Dikkat dikkat, yardıma ihtiyacım var!

Dün blogumun yorum yazma şeysinde sorunlar çıkınca anladım ki yorumsuz bir blog çok fena. Öncelikle yorum yazanlara geri cevap yazamadım ve kimse de bana yorum yazmayınca kendimi terk edilmiş hissettim. Akşam bu üzüntüyle benimkine biraz dert yandım. Adamcağız hastalıktan bitap düşmüş bir halde dinledi beni. Sonra da “Eee, zaten bir sürü şeyi beğenmiyorsun, o zaman blogunu istediğin gibi yapacak birini bul!”

Var mı blogumu istediğim gibi yapacak birisi? Tanıyan, gören, duyan? Eh, bir de büyük harflerle yazayım.

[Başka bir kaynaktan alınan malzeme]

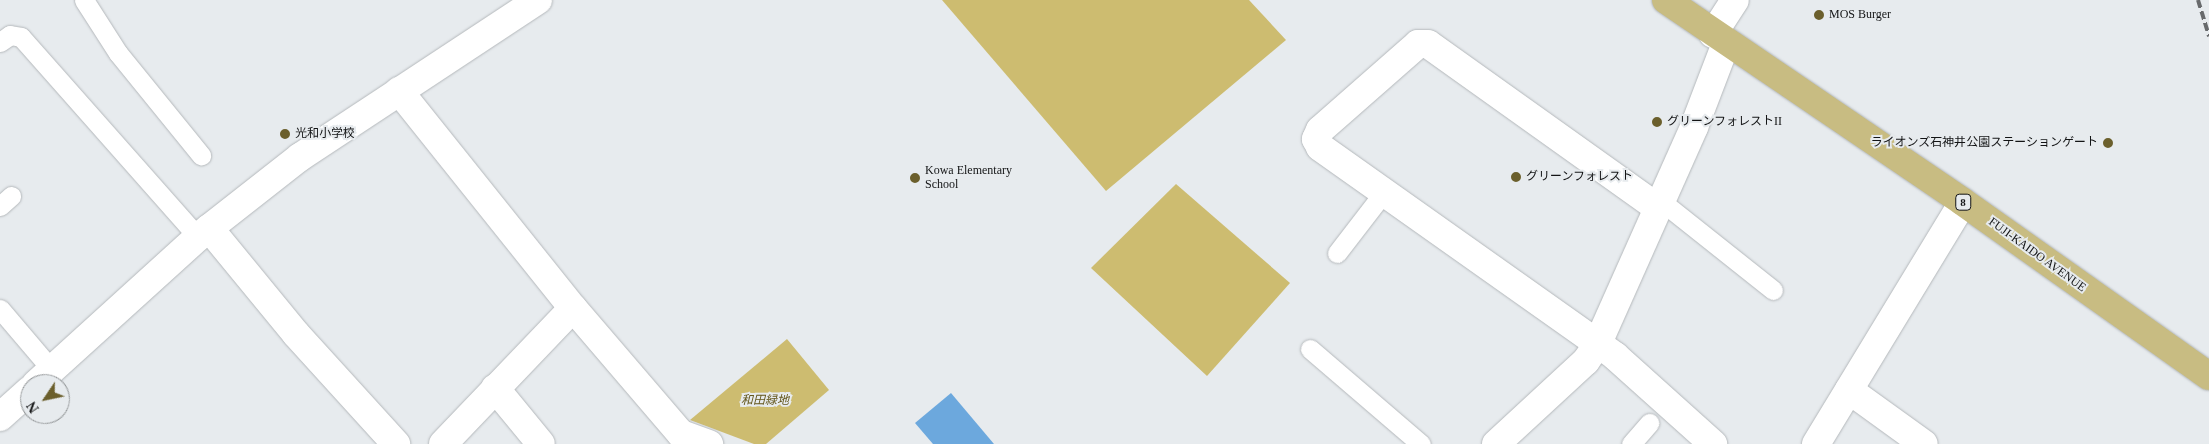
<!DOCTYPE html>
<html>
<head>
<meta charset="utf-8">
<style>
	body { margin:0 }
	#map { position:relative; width:2209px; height:444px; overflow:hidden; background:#e7ebee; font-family:"Times New Roman","Noto Sans JP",serif }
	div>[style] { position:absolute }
	.green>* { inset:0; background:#cdbc70 }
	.water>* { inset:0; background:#6ca8dd }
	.roads { filter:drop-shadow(0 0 1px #b4b8bb) drop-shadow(0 0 1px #b4b8bb) }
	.service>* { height:19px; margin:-9.5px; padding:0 9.5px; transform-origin:9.5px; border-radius:9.5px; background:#fff }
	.minor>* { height:28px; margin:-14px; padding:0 14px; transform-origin:14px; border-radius:14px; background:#fff }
	.tertiary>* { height:28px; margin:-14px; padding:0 14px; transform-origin:14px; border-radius:14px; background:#fff }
	.primary>* { height:28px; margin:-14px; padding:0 14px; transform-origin:14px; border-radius:14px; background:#c8bc82 }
	.rail>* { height:4px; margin-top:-2px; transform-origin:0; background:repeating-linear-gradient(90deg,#686a6c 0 8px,transparent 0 12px) }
	.dots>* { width:14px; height:14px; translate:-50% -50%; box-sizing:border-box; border:2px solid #e7ebee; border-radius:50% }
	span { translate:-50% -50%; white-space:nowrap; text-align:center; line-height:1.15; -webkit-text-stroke:4px #e7ebee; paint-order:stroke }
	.shield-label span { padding:1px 4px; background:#e7ebee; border:1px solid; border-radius:4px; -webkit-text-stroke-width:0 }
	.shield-label { font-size:11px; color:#131415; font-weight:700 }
	.poi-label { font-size:12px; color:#131415 }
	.left { translate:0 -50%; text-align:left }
	.right { translate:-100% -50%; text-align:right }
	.street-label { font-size:12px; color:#131415 }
	.park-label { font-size:12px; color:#63561c; font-style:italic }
	.north { position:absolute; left:20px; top:374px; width:50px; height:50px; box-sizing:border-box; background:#e7ebee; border:1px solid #929597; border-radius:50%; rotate:236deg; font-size:14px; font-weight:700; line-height:20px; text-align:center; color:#131415 }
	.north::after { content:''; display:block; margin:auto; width:18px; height:22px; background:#6b5f2c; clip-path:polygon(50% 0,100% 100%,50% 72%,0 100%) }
</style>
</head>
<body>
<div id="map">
	<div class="green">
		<i style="clip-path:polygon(942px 0,1249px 0,1286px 40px,1106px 191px)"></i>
		<i style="clip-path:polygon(1176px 184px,1290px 283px,1207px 376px,1091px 268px)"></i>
		<i style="clip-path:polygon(787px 339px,829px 390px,766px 444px,754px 444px,690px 420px)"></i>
	</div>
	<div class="water">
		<i style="clip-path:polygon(951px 393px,994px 444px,933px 444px,915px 423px)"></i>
	</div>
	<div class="roads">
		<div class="service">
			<i style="left:84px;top:0;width:63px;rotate:57.3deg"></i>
			<i style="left:118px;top:53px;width:132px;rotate:50.9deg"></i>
			<i style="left:0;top:42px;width:12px;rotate:-35deg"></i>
			<i style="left:10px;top:35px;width:11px;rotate:10deg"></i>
			<i style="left:21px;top:37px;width:267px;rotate:48.5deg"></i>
			<i style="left:1661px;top:201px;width:143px;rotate:38.5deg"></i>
			<i style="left:0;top:206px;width:15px;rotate:-42deg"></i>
			<i style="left:1337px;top:253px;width:77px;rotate:-52.4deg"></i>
			<i style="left:0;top:309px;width:80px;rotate:49.6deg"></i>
			<i style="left:1310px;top:349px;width:146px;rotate:40.6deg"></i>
			<i style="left:1631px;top:444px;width:28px;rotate:-49deg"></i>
		</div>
		<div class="minor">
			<i style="left:399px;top:91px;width:278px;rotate:51.3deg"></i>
			<i style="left:573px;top:308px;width:166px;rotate:49.4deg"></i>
			<i style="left:681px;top:434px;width:30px;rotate:20deg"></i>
			<i style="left:1658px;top:208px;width:282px;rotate:-144.5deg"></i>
			<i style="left:1428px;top:44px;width:10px;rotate:180deg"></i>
			<i style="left:1418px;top:44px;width:130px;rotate:138.7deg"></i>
			<i style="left:1320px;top:130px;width:10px;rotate:114deg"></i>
			<i style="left:1316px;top:139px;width:9px;rotate:63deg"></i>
			<i style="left:1320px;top:147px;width:362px;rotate:35.3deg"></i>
			<i style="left:1615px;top:356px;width:132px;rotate:41.9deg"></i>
			<i style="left:209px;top:228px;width:137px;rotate:50.6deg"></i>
			<i style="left:296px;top:334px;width:149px;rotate:47.7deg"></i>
			<i style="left:495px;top:388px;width:72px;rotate:50.6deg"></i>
			<i style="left:1849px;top:390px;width:92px;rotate:35.8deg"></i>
			<i style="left:443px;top:444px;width:188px;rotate:-46.3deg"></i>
			<i style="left:1496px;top:444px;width:122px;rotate:-42.7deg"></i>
			<i style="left:1586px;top:361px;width:22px;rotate:-56deg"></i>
			<i style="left:1598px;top:343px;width:236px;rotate:-66deg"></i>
			<i style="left:1694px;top:127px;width:90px;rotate:-69.1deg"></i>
			<i style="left:1816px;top:444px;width:283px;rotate:-58.7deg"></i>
		</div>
		<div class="tertiary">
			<i style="left:1713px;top:34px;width:40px;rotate:-57.1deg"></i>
			<i style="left:36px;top:384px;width:219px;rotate:-42.2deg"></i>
			<i style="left:198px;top:237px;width:130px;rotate:-38.1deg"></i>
			<i style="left:300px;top:157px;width:285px;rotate:-33.4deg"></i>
			<i style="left:0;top:417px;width:40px;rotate:-42deg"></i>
		</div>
		<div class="primary">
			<i style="left:1666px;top:0;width:359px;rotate:34.2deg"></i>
			<i style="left:1963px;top:202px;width:301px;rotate:35.3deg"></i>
		</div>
	</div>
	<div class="rail">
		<i style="left:2198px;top:0;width:38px;rotate:73deg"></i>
	</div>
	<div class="dots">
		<i style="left:1819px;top:15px;background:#6b5f2c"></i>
		<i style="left:1657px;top:122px;background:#6b5f2c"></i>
		<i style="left:285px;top:134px;background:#6b5f2c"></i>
		<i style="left:2108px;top:143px;background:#6b5f2c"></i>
		<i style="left:1516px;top:177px;background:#6b5f2c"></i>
		<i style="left:915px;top:178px;background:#6b5f2c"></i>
	</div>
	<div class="shield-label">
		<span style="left:1963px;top:202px">8</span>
	</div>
	<div class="poi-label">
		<span class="left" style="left:1829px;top:15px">MOS Burger</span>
		<span class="left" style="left:1667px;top:122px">グリーンフォレストII</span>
		<span class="left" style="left:295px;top:134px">光和小学校</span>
		<span class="right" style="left:2098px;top:143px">ライオンズ石神井公園ステーションゲート</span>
		<span class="left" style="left:925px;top:178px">Kowa Elementary<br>School</span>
		<span class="left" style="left:1526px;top:177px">グリーンフォレスト</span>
	</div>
	<div class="street-label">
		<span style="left:2037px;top:255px;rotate:36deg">FUJI-KAIDO AVENUE</span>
	</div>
	<div class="park-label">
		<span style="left:765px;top:401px">和田緑地</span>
	</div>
	<div class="north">N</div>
</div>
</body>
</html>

BLOGUMU DÜZENLEYECEK BİR WEB TASARIMCISINA İHTİYACIM VAR.!

Elbette internetten araştırma yapacağım. O kadar işimin arasında kendi kendime bir de bu eksikti diyorum ama şu var ki burası benim kendimi en iyi hissettiğim yer. O zaman neden “bu denli iyi hissettiğim bir yere” özen göstermeyeyim? Burada öncelikle kendimi ikna etmeye çalışıyorum. Öyle tuhaf bir dönemden geçiyorum ki her şeyi yenilemeye çalışıyorum. İş yerinde büyük boyutlu bir tadilata giriyoruz. Kendimde de tadilata girdiğimi söylemiştim. (Üç gündür yaptığım spordan bahsediyorum.) Şu spor işini sahiden kotarmam lazım ama. Aralığın ilk hafta sonuna kadar kendime söz verdim. Düzenli gitmek için elimden gelen her şeyi yapacağıma. Sonrasına bakacağım tabii ki. Ama ilk hedef bir ay sonrası. Bu arada iş yerindeki tadilatta tamamlanmış olur ve umuyorum ki yeni yıla daha ferah bir mekanda, içimde daha çok yazma azmiyle dolu olarak girerim.

Sevgili Leylak Dalı’mın kitabı nihayet paketlenmiş. D&R sağ olsun, haber verdi. Kitabı temin etmeleri on beş günü geçti, paketti kargoydu derken üç haftayı buldular. Yarın kitabımın elime ulaşmasını ve oturup okumayı dört gözle bekliyorum. Dünyada güzel şeylerde oluyor. Bugün Ahmet Hakan güzel bir cümle yazmış, çok hoşuma gitti: “Aslında,” demiş. “Türkiye eğlenceli bir ülke, sadece vatandaşı olmasak!”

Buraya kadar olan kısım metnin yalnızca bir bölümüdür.